Tuesday, May 23, 2006

May 23rd, 2006 -- Ratchet rocks

These days the Pugs repository was unusually silent, so did the channel which is full of joining and leaving messages. The main reason might be the disappearance of Audrey: her last commit was on May 18th, five days ago.

These days I spent most of development time on understanding and fixing ratchet. The goal was to make it handle compile_p6grammar.pl correctly. I achieved it several hours ago by properly handle match objects generated by quantified subrules. The result is:
$ time perl compile_p6grammar.pl MiniPerl6.grammar > MiniPerl6.pm
real 0m0.602s
user 0m0.516s
sys 0m0.027s

which took about two and half a minutes to complete, a two hundred times speed up. Amazing.

Sunday, May 14, 2006

May 14th, 2006 -- Ratchet, don't backtrack

As I mentioned several days ago, the Pugs::Grammar::MiniPerl6 was almost finished so that I turned my attention to Pugs::Compiler::Rule. fglock++ just committed the first version of ratchet parser which will not backtrack by default and will give an approximately 10x+ speedup by eliminating backtracking.

Currently the ratchet support is far from complete. 5 of 24 test cases failed before yesterday. I fixed one and found a serious bug on $pos resetting. I added two test cases for it so that it now fails 6 of 26 test cases.

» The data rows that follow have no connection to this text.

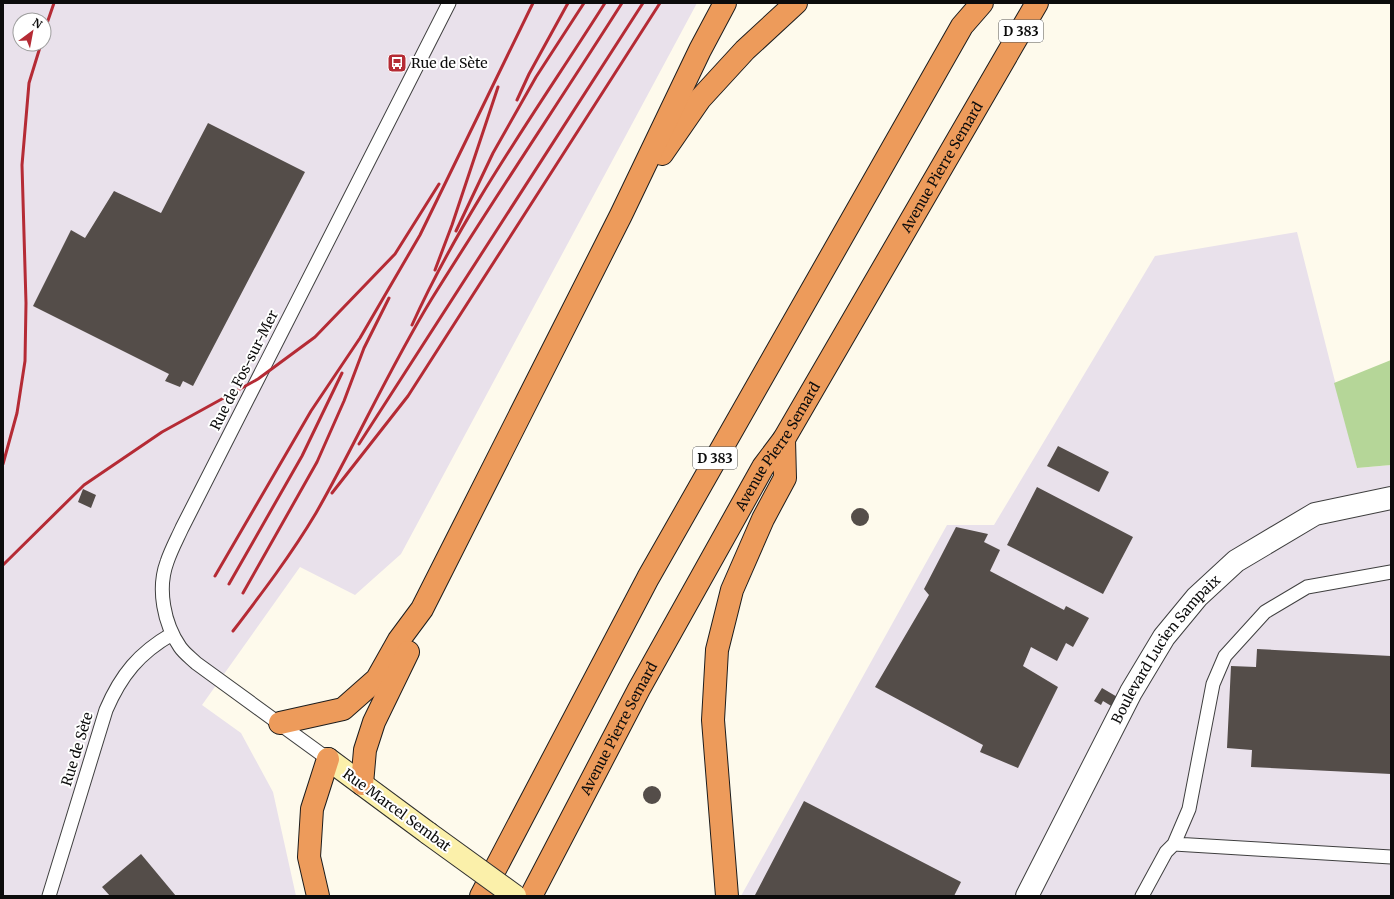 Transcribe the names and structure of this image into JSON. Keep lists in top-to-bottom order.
{
  "streets": {
    "highway": ["D 383", "Avenue Pierre Semard"],
    "main road": ["Rue Marcel Sembat"],
    "street": ["Boulevard Lucien Sampaix"],
    "lane": ["Rue de Fos-sur-Mer", "Rue de Sète"]
  },
  "crossings": [
    ["Rue de Fos-sur-Mer", "Rue de Sète"],
    ["Rue de Fos-sur-Mer", "Rue Marcel Sembat"]
  ],
  "places": {
    "bus stop": ["Rue de Sète"]
  },
  "north": "top right"
}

fglock++ marked the failed tests as TODO and I found that I made a mistake on the meaning of "no backtracking," thanks to him and pmichaud++ correcting my understanding. I'll spend some time on the (?>) and section of backtracking of the perlre manual page.

Wednesday, May 10, 2006

May 10th, 2006 -- Variables! Tests!

As I mentionedyesterday, Makefile.PL and a basic test file were added. But there were still something missing. I fixed the t/basic.t so that the test really passes. And the last two tests are corrected by updating the compile_p6grammar.pl to the one I used which deal with backslashes correctly.

On the another hand, I originally planned to support statements more than a single "return." But I dropped the idea due to two reasons:

  1. I was not familiar enough to rules to write the grammar.

  2. Translating general statements to Haskell is not straight forward.

But I implemented an alternative: temporary variables.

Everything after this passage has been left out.